THE PROBLEM
Pull out every line in the data that has the string "direction" in it.

DATA RECORDS

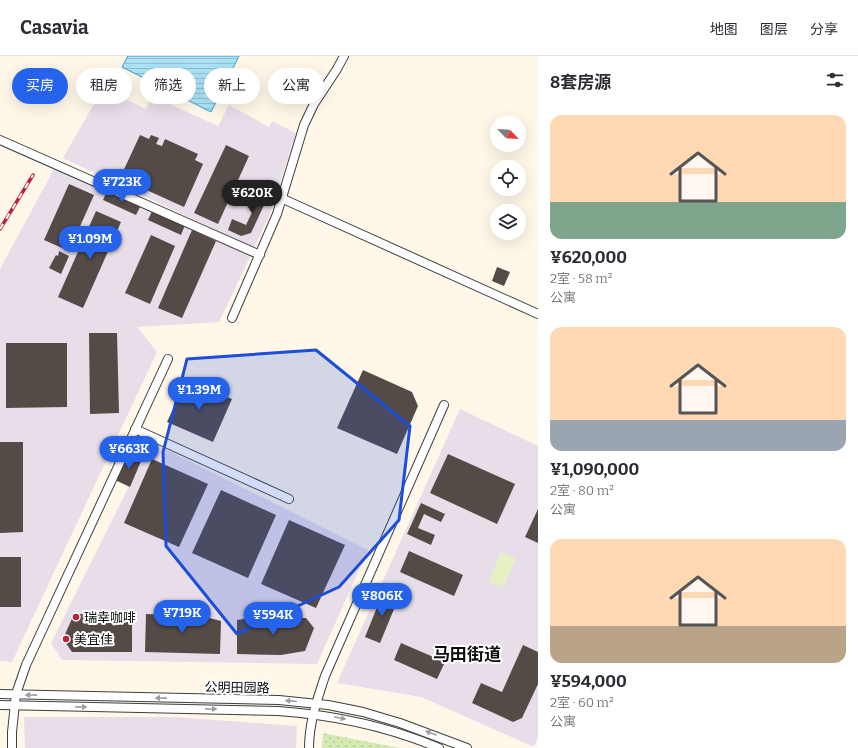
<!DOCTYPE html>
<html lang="zh">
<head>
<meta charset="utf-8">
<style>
  :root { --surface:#fff; --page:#f7f7f7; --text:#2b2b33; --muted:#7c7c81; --line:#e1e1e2; --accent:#2563eb }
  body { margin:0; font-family:Bitter,"Noto Sans SC",serif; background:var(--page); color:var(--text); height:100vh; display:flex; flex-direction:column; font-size:15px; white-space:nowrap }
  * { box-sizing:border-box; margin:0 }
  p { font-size:13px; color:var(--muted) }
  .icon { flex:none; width:22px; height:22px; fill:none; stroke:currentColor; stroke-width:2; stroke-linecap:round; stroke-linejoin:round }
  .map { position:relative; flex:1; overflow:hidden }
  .panel { display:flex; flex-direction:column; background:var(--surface); width:320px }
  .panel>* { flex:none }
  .top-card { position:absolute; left:12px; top:12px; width:380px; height:36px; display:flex; gap:8px }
  .needle { width:26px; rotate:115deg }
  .controls { position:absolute; left:490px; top:60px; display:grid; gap:8px }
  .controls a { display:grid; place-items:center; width:36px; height:36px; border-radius:50%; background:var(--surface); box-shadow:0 4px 16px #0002; font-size:20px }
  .price { position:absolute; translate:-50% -34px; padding:0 9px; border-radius:14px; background:var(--accent); color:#fff; font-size:13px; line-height:26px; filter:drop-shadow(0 1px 2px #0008) }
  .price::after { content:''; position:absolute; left:50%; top:24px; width:12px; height:9px; margin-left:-6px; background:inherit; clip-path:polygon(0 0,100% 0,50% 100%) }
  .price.current { background:#222; color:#fff }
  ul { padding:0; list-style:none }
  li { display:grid; align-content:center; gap:8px; height:212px; padding:0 12px }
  li span { display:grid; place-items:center; height:124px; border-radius:12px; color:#555 }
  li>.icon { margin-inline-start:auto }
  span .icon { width:72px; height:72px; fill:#fffc; stroke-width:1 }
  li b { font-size:17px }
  h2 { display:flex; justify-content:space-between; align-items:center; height:48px; padding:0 12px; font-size:17px }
  .tag { padding:0 14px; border-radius:18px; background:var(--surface); box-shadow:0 4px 16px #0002; font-size:14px; line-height:36px }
  .tag.current { background:var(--accent); color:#fff }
  header { display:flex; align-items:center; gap:24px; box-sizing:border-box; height:56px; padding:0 20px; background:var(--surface); border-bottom:1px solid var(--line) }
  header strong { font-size:19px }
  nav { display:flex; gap:22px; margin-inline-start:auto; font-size:14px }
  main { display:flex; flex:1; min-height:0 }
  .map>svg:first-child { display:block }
  .industrial { fill:#e8deea }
  .grass { fill:url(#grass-dots) }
  .pitch { fill:#e6f0c5 }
  .water { fill:url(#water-rules); stroke:#33a2cf }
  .building { fill:#544b47 }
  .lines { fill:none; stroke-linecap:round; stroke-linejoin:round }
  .minor-casing { stroke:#3e3e3e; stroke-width:10 }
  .minor { stroke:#fff; stroke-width:8 }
  .rail-casing { stroke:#bc223b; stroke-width:3.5 }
  .rail { stroke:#fff; stroke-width:2; stroke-dasharray:6; stroke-linecap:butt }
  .oneway { fill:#9d9d9d }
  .marked { fill:#1d4ed8; fill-opacity:0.2; stroke:#1d4ed8; stroke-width:3; stroke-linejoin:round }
  .poi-dot { fill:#bc223b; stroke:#fff; stroke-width:1.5 }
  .labels { text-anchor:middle; stroke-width:4; stroke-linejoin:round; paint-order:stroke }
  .poi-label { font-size:13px; fill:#0b0b0b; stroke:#fff; text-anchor:start }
  .street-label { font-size:13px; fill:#0b0b0b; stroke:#fff }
  .district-label { font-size:17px; font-weight:bold; fill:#0b0b0b; stroke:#fff }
</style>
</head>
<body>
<header>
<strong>Casavia</strong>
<nav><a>地图</a><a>图层</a><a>分享</a></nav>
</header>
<main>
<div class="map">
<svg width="538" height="692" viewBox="0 0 538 692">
  <defs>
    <pattern id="grass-dots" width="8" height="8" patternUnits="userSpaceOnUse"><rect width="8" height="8" fill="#d5e9b3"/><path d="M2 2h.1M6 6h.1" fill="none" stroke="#b6c699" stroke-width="1.8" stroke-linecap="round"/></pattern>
    <pattern id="water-rules" width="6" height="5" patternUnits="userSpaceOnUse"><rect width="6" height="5" fill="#ade3f7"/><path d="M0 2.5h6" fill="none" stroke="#94c1d2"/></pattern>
  </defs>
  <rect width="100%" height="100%" fill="#fff8e9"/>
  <!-- industrial -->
  <g class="industrial">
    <path d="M103 32 146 53 152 40 218 70 229 49 269 71 272 65 296 77 270 158 254 192 63 102Z"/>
    <path d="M54 113 251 199 219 266 137 271 157 296 12 606 0 605V213Z"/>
    <path d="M460 353 538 390V682L534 691 421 641 337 627Z"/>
    <path d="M159 390 368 494 317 608 62 604 51 587 147 394Z"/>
    <path d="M24 661H175L297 670 296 692H25Z"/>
  </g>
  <!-- grass -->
  <path class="grass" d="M323 677 400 692H322Z"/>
  <!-- pitch -->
  <path class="pitch" d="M501 496 516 503 503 532 488 526Z"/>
  <!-- water -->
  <path class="water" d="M128 0H239L211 56 122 11Z"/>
  <!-- building -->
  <g class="building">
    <path d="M140 79 149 83 151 79 159 82 156 88 162 90 165 83 198 98 195 104 203 108 184 151 120 122Z"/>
    <path d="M226 89 249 100 218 168 194 157Z"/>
    <path d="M267 125 274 128 251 177 241 180 228 174 232 163 246 169Z"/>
    <path d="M69 128 94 139 69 195 44 184Z"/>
    <path d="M107 135 141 149 136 159 103 144Z"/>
    <path d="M96 155 121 166 83 252 58 241Z"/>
    <path d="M152 155 185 169 181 179 148 164Z"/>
    <path d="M192 174 216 185 182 262 158 252Z"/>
    <path d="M151 179 175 190 150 248 125 237Z"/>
    <path d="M59 195 69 200 61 218 49 212 56 199 58 200Z"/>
    <path d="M497 211 510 216 504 230 492 225Z"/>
    <path d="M89 277H117L119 357 90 358Z"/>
    <path d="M6 287H67V351L6 352Z"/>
    <path d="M363 314 412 336 418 350 397 398 337 372Z"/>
    <path d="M187 323 202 330 200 333 223 343 225 340 232 343 213 386 167 366Z"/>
    <path d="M0 386H23V476L0 477Z"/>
    <path d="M128 396 142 403 130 431 115 424Z"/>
    <path d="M448 398 515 428 497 468 430 437Z"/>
    <path d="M152 403 208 428 179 491 124 467Z"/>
    <path d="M221 434 276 459 248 522 192 497Z"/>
    <path d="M421 447 445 458 441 466 424 458 418 472 435 479 431 489 407 478Z"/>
    <path d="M538 453V487L525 481Z"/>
    <path d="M289 464 345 489 316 552 261 528Z"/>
    <path d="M409 495 463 519 454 540 400 516Z"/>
    <rect x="0" y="501" width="21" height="50"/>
    <path d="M384 534 399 541 380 587 365 581Z"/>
    <path d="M74 558 132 559V596H72L63 583Z"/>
    <path d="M146 558 202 560 221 565 220 598 145 596Z"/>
    <path d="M256 561 306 562 314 572 305 595 281 599 237 598V564Z"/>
    <path d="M401 587 445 606 437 623 394 604Z"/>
    <path d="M523 589 538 596V628L522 662 513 666 472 647 481 627 502 636Z"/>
  </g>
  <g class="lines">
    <!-- minor casing -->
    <g class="minor-casing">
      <g id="minor">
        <path d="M0 84 260 199"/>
        <path d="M281 142 538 258"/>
        <path d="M232 262 277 158 304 69 314 48 337 13 344 0"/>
        <path d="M135 373 289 443"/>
        <path d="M0 638 279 644 328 649 363 656 400 667 467 692"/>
        <path d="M0 649 278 655C334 659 387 670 439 692"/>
        <path d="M12 692V676L16 638 26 609 168 303"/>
        <path d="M309 692C309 667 317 644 325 620L444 349"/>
      </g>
    </g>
    <!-- minor -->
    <use href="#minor" class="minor"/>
    <!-- rail casing -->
    <g class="rail-casing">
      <path id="rail" d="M0 173 33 119"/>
    </g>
    <!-- rail -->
    <use href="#rail" class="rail"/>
  </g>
  <!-- one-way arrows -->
  <defs><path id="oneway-solid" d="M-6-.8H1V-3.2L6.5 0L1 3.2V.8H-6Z"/></defs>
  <g class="oneway">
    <use href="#oneway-solid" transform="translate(31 639) rotate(-179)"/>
    <use href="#oneway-solid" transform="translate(161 642) rotate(-179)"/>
    <use href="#oneway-solid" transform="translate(291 645) rotate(-175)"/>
    <use href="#oneway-solid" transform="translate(81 651) rotate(1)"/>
    <use href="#oneway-solid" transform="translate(211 653) rotate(1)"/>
    <use href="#oneway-solid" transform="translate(340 662) rotate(12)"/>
    <use href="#oneway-solid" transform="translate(431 677) rotate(-160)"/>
  </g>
  <!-- marked area -->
  <path class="marked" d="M316 294 410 370 399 464 339 531 237 578 166 490 163 396 187 303Z"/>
  <!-- markers -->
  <g class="poi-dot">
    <circle cx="76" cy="561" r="4"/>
    <circle cx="66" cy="583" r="4"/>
  </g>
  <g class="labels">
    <!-- poi labels -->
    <g class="poi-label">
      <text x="84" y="566">瑞幸咖啡</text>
      <text x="74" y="588">美宜佳</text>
    </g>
    <!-- street labels -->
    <g class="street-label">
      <text transform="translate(237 631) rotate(1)" y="5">公明田园路</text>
    </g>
    <!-- district labels -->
    <g class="district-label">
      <text x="467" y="604">马田街道</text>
    </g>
  </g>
</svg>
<div class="controls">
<a><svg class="needle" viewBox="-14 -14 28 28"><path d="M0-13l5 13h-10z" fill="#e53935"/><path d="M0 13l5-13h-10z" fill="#7c7c81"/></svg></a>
<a><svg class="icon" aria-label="locate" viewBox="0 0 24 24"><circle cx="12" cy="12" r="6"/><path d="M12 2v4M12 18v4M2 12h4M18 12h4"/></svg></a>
<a><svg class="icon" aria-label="layers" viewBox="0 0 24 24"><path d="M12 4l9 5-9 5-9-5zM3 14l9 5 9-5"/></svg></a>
</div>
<b class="price" style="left:122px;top:147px">¥723K</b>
<b class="price current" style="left:252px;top:158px">¥620K</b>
<b class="price" style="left:90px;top:204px">¥1.09M</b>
<b class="price" style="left:199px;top:355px">¥1.39M</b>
<b class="price" style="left:129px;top:414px">¥663K</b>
<b class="price" style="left:382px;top:561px">¥806K</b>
<b class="price" style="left:182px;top:578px">¥719K</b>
<b class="price" style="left:273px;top:580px">¥594K</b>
<div class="top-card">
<a class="tag current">买房</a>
<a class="tag">租房</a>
<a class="tag">筛选</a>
<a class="tag">新上</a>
<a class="tag">公寓</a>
</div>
</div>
<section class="panel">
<h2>8套房源<svg class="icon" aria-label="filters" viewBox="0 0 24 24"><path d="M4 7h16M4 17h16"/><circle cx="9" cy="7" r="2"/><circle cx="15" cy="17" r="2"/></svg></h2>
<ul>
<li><span style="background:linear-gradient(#ffd9b3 70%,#7fa58c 0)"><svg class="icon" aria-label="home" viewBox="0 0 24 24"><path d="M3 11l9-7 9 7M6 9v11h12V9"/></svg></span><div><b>¥620,000</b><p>2室 · 58 m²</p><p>公寓</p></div></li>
<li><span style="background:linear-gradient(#ffd9b3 75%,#9aa5b1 0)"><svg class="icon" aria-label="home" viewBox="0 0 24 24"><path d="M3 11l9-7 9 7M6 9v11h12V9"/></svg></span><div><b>¥1,090,000</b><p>2室 · 80 m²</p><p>公寓</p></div></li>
<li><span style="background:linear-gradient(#ffd9b3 70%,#b9a48a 0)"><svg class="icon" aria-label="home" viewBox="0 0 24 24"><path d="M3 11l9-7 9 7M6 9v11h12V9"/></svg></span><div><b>¥594,000</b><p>2室 · 60 m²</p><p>公寓</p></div></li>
</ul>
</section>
</main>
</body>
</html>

WRITTEN REPLY
  body { margin:0; font-family:Bitter,"Noto Sans SC",serif; background:var(--page); color:var(--text); height:100vh; display:flex; flex-direction:column; font-size:15px; white-space:nowrap }
  .panel { display:flex; flex-direction:column; background:var(--surface); width:320px }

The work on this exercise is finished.